• _EXERCISE_
Pick out the lines below with "rotate" and list them.

• _EXTRACTED MATERIAL_
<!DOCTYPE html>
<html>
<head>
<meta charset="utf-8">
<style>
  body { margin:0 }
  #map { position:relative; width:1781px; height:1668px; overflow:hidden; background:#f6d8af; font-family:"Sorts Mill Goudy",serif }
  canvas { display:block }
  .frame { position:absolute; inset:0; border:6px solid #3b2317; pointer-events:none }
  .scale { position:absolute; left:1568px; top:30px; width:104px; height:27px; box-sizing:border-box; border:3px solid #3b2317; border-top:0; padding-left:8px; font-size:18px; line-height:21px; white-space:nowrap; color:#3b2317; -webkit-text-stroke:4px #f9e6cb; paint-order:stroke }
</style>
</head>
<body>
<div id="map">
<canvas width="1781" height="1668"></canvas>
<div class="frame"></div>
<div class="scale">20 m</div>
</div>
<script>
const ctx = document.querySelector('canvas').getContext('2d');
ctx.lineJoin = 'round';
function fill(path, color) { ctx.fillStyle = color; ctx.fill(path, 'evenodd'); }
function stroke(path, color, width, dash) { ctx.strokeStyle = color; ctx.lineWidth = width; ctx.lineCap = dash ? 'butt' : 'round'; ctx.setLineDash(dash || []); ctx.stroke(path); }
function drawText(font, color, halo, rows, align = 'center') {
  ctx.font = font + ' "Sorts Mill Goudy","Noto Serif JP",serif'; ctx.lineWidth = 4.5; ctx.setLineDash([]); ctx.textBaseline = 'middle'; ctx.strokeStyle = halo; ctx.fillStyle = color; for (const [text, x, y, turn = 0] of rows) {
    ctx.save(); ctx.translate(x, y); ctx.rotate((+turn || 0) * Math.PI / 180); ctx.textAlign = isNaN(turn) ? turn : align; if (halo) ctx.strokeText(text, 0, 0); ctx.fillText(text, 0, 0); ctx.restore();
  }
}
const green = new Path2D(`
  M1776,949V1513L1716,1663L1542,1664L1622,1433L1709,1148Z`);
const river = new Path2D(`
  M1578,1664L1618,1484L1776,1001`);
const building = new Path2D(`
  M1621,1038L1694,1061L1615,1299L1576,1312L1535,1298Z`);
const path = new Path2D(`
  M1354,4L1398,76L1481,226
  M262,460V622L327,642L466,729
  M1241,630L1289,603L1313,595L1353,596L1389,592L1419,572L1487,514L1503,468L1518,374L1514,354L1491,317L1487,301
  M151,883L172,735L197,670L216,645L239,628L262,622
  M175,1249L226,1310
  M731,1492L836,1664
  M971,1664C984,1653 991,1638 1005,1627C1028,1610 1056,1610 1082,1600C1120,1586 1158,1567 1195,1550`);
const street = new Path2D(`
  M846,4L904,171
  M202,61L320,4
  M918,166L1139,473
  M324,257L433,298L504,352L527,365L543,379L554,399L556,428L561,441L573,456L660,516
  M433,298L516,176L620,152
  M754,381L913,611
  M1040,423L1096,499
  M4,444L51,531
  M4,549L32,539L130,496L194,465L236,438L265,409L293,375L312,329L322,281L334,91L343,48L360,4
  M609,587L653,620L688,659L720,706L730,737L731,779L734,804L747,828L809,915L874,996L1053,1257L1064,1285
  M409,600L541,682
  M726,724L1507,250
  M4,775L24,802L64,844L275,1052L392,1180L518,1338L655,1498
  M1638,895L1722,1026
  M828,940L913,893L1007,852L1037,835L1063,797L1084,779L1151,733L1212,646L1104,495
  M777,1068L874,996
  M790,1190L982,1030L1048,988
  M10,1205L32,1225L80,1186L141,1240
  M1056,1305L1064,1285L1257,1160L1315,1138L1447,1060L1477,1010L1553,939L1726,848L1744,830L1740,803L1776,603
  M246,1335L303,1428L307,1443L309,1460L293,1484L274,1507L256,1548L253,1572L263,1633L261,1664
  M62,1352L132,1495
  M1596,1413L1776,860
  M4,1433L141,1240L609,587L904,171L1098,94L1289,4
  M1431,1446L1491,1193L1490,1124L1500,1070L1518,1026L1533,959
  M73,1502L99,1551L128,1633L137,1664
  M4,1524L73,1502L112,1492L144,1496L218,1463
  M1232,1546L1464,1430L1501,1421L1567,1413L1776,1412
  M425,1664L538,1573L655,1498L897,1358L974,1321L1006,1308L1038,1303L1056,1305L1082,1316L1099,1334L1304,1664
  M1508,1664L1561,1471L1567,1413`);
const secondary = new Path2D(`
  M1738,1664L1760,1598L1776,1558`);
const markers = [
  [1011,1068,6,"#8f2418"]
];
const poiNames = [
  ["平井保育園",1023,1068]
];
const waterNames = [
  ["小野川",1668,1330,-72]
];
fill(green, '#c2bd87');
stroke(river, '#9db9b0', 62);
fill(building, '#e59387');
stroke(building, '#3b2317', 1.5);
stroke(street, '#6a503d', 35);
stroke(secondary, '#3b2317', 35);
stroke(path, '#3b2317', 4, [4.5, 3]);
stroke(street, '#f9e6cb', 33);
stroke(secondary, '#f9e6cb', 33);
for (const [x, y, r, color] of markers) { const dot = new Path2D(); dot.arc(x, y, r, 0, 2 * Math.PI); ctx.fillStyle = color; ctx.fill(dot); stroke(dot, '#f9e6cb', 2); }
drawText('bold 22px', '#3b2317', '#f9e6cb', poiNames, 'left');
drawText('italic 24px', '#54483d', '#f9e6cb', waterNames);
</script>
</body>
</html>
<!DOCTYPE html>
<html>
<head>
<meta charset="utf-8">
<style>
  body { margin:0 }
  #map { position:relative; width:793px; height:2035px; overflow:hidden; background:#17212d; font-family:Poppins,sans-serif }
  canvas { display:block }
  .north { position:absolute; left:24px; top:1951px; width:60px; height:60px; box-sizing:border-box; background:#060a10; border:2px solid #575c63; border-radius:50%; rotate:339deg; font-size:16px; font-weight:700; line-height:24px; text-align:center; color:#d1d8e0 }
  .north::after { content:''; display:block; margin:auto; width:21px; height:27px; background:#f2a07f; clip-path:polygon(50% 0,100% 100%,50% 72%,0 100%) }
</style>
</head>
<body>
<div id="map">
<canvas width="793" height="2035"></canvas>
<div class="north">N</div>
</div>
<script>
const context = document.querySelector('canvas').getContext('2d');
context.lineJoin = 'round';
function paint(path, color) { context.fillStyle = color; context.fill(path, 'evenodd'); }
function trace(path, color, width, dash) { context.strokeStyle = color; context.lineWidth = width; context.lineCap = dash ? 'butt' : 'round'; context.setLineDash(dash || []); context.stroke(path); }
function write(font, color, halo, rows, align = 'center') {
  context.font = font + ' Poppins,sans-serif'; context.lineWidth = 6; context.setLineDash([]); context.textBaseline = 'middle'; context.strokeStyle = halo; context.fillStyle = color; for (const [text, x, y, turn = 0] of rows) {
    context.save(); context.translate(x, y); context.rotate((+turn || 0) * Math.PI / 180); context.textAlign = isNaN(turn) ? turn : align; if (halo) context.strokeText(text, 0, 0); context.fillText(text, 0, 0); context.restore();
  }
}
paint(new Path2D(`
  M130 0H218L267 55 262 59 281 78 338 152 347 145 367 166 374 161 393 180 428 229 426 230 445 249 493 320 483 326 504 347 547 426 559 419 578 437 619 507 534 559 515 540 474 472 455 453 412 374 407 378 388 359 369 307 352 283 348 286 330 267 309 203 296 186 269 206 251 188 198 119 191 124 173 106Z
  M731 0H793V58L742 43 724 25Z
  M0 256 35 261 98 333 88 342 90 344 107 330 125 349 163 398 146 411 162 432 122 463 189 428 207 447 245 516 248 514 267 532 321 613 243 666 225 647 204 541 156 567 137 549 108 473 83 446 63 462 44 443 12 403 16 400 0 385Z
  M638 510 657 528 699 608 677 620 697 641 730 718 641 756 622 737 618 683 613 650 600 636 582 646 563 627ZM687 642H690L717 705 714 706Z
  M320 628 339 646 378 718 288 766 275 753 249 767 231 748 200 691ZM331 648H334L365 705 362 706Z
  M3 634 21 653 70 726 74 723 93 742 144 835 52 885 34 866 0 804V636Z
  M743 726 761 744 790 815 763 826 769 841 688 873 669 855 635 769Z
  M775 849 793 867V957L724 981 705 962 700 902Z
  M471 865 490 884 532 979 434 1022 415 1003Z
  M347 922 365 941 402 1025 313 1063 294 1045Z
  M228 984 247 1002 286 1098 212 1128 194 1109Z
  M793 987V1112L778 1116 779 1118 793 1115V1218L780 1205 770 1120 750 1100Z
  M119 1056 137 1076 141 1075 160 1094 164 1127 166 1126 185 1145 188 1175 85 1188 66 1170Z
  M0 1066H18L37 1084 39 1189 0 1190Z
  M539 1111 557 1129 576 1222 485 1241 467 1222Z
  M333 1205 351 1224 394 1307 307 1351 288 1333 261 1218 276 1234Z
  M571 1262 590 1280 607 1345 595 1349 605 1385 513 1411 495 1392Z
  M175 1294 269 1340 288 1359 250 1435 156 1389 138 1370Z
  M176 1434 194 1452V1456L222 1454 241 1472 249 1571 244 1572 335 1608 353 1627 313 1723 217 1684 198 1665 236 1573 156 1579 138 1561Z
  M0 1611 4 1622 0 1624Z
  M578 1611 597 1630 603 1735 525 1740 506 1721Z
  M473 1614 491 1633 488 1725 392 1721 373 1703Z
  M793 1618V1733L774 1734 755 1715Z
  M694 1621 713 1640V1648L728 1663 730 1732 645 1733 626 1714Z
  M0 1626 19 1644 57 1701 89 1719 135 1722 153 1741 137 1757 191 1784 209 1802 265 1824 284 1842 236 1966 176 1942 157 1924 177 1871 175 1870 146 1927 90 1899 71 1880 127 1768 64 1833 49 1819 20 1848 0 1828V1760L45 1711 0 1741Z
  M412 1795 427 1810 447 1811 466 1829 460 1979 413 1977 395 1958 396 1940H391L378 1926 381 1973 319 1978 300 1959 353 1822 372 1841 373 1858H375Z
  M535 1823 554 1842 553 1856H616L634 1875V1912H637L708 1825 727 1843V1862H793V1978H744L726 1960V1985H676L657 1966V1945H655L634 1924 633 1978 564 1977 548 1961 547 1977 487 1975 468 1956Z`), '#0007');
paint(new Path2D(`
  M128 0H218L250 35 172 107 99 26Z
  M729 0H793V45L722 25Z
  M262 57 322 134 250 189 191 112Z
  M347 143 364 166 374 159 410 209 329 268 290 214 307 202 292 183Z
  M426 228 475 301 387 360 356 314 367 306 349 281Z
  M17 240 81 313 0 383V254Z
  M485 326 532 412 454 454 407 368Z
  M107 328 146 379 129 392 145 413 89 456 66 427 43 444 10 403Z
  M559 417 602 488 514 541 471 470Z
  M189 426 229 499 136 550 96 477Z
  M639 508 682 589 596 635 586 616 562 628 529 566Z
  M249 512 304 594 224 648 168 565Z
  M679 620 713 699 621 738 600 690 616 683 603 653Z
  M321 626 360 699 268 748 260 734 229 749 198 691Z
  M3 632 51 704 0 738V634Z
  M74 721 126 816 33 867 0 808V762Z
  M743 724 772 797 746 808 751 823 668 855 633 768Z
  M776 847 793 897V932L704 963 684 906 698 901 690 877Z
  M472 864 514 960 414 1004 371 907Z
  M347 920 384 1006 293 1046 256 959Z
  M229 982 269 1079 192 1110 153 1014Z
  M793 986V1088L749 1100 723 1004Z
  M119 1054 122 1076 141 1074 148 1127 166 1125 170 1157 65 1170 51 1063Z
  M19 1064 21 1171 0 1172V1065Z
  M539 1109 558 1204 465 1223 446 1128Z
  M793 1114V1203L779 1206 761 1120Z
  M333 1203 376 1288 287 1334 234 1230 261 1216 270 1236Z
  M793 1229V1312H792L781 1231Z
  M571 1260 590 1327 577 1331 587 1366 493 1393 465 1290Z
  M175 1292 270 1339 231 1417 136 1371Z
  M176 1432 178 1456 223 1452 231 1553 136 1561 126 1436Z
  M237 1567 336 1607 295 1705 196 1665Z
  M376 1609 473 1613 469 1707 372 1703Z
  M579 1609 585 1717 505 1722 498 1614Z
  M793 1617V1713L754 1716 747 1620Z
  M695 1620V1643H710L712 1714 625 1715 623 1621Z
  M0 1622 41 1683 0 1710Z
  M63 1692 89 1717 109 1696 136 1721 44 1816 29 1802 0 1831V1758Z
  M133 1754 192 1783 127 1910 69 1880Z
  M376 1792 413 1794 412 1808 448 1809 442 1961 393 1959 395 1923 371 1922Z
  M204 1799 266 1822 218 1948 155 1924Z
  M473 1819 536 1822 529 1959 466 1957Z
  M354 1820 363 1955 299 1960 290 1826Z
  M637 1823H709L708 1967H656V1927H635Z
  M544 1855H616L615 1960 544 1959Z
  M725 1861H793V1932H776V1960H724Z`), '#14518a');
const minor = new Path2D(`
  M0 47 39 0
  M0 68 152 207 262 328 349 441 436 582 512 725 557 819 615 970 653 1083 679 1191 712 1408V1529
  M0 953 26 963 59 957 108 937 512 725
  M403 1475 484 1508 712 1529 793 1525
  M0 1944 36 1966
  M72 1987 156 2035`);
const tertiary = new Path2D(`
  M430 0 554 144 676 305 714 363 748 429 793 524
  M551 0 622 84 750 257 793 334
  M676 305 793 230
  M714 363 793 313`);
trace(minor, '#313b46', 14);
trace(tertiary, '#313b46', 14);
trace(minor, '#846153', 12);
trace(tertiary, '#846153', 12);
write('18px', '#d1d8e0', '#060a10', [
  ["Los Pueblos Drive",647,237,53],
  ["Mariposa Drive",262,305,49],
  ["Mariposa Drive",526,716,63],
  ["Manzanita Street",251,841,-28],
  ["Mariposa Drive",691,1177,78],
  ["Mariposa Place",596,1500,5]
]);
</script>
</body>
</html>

• _TASK RESULT_
    ctx.save(); ctx.translate(x, y); ctx.rotate((+turn || 0) * Math.PI / 180); ctx.textAlign = isNaN(turn) ? turn : align; if (halo) ctx.strokeText(text, 0, 0); ctx.fillText(text, 0, 0); ctx.restore();
  .north { position:absolute; left:24px; top:1951px; width:60px; height:60px; box-sizing:border-box; background:#060a10; border:2px solid #575c63; border-radius:50%; rotate:339deg; font-size:16px; font-weight:700; line-height:24px; text-align:center; color:#d1d8e0 }
    context.save(); context.translate(x, y); context.rotate((+turn || 0) * Math.PI / 180); context.textAlign = isNaN(turn) ? turn : align; if (halo) context.strokeText(text, 0, 0); context.fillText(text, 0, 0); context.restore();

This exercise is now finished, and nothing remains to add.